Книга писем Ван Гога была прочитана, все зачеты, как казалось мне, сданы. Иногда вечером, лежа перед сном в очередном номере очередного отеля, я принималась опять листать ее, возвращаясь к тому или другому письму, — прощалась с книгой, поскольку по опыту знала: вернувшись домой, я ставлю книгу на полку, никогда больше к ней не возвращаясь. Книга, сопровождавшая меня в путешествии, становится как бы неотчуждаемой частью тех мест, отдаляется от меня, образуя в памяти кокон времени… Но хрипловатый резкий голос художника — я знала — будет еще какое-то время звучать в моих мыслях, так же, как с безмолвной нежностью будет отвечать ему голос брата…
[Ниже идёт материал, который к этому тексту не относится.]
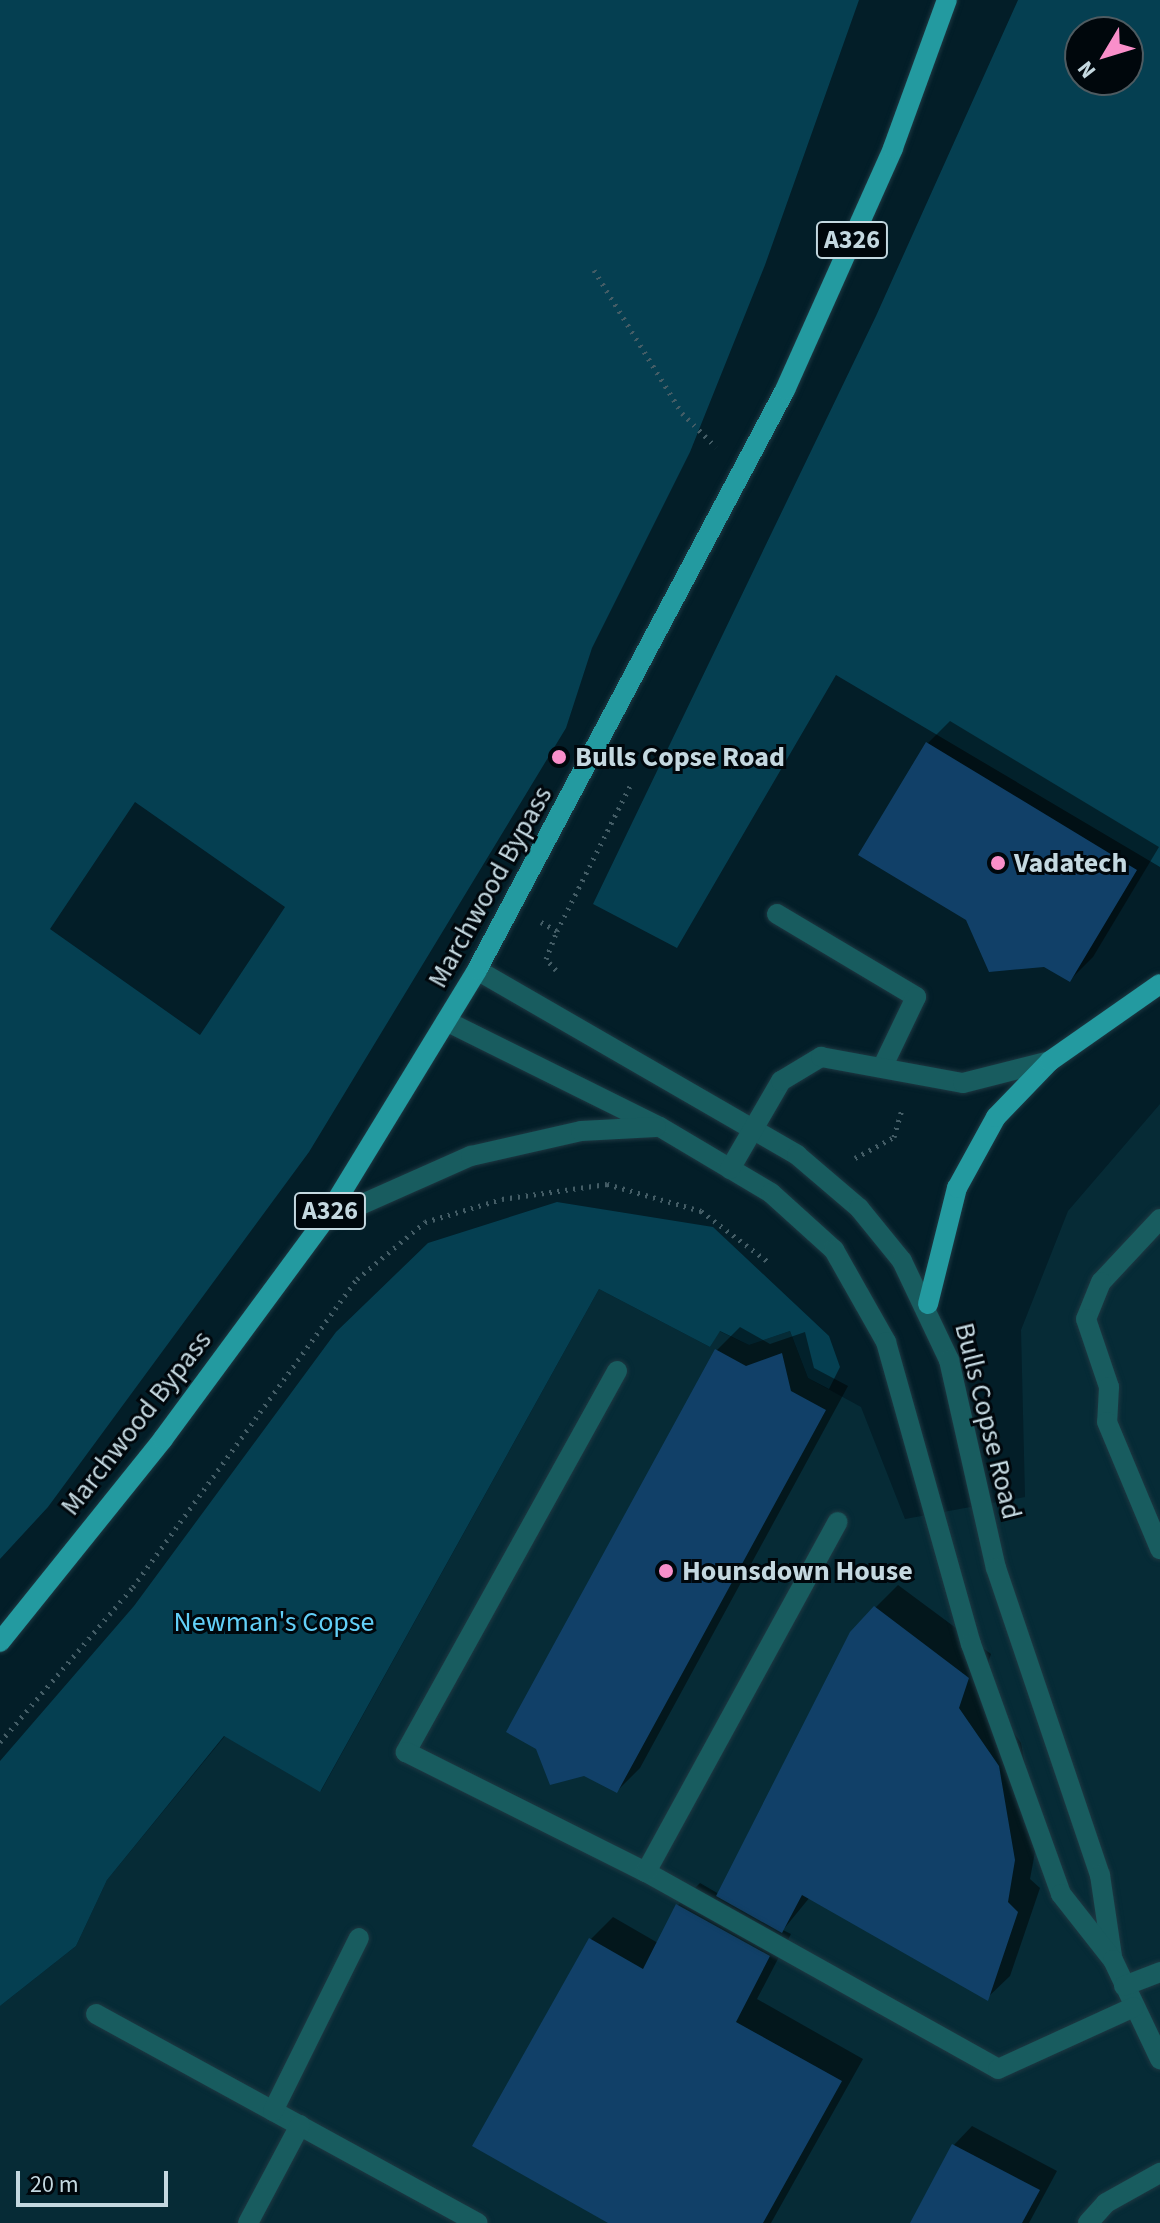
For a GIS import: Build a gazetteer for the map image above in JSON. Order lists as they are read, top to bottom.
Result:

* * *С пребыванием в Сен-Реми в жизни Винсента закончился период Юга. И хотя он писал брату: «Сам видишь — на юге мне везет не больше, чем на севере. Всюду примерно одно и то же». Тео решает перевезти его поближе к себе… Париж с его бестолковой суетой, толпами, вернисажами и бесконечной враждой между группами и направлениями в искусстве был противопоказан измученным нервам художника.
По рекомендации «папаши Писсарро», Тео списывается с неким доктором Гаше из Овер-сюр-Уаз, деревушки в тридцати километрах от Парижа. Странный эксцентричный человек, специалист по меланхолии, он и сам, как впоследствии уверял Ван Гог, мог бы стать самому себе пациентом. Ярко-рыжий (из-за цвета волос ему дали прозвище «Доктор Шафран»), с васильковыми глазами, орлиным носом и выступающим подбородком, доктор Гаше являл собой классический образ городского чудака. Тем не менее его привечали многие художники, дарили ему картины: например, первое, что увидел Винсент в его огромном захламленном, похожем на антикварную лавку доме была «Обнаженная» Гийомена, и Ван Гог долго любовался картиной, посетовав только, что Гаше не взял ее в раму.
Они понравились друг другу. Ван Гог стал являться в этот дом чуть ли не каждый день и редко когда возвращался без новой картины. В скромной комнате над кафе, которую он снял всего за три с половиной франка в месяц, прошли последние два месяца его жизни.
Сразу он жадно принялся за работу. Холмистые пейзажи Овера: хижины, крытые желтой соломой, пшеничные поля, исполинские каштаны, цветущие белым и розовым, аскетичная церковь на холме стали сюжетами его последних полотен.
Написал он и портрет доктора Гаше. Специалист по меланхолии сидит в классически меланхоличной позе, подперев склоненную голову рукой. Синий фон, веточка наперстянки на столе с гроздкой лиловых цветов и общая волнистость всех линий сообщает портрету такую проникновенную грусть…
Именно этот портрет и стал самым дорогим полотном двадцатого века, проданным на одном из мировых аукционов за немыслимую, неадекватную смыслу всей истории мировой культуры цену…
В этот период — если проследить по его письмам к Тео — Винсент был спокоен… пожалуй, слишком спокоен… Пять месяцев миновало после его последнего тяжелого приступа в Сен-Реми, и Ван Гог торопился заполнить работой отпущенное ему время.
Но в эти же дни у Тео начались неприятности: заболел недавно родившийся сын, тезка Винсента, а главное, вконец испортились многолетние отношения с хозяевами галереи, где он проработал всю жизнь с такой истовой преданностью…
Хрупкое равновесие материального существования, которое держалось на ежедневном мужестве Тео, грозило обвалиться в гибельную пропасть. Это означало конец работы, потерю куска хлеба, потерю опоры и жалкой надежды…
И темная волна тоски накрывает Ван Гога.
Угрюмый, взвинченный, агрессивный, в очередной раз явившись к доктору Гаше и обнаружив, что «Обнаженная» Гийомена до сих пор не взята в раму, он устраивает настоящий скандал.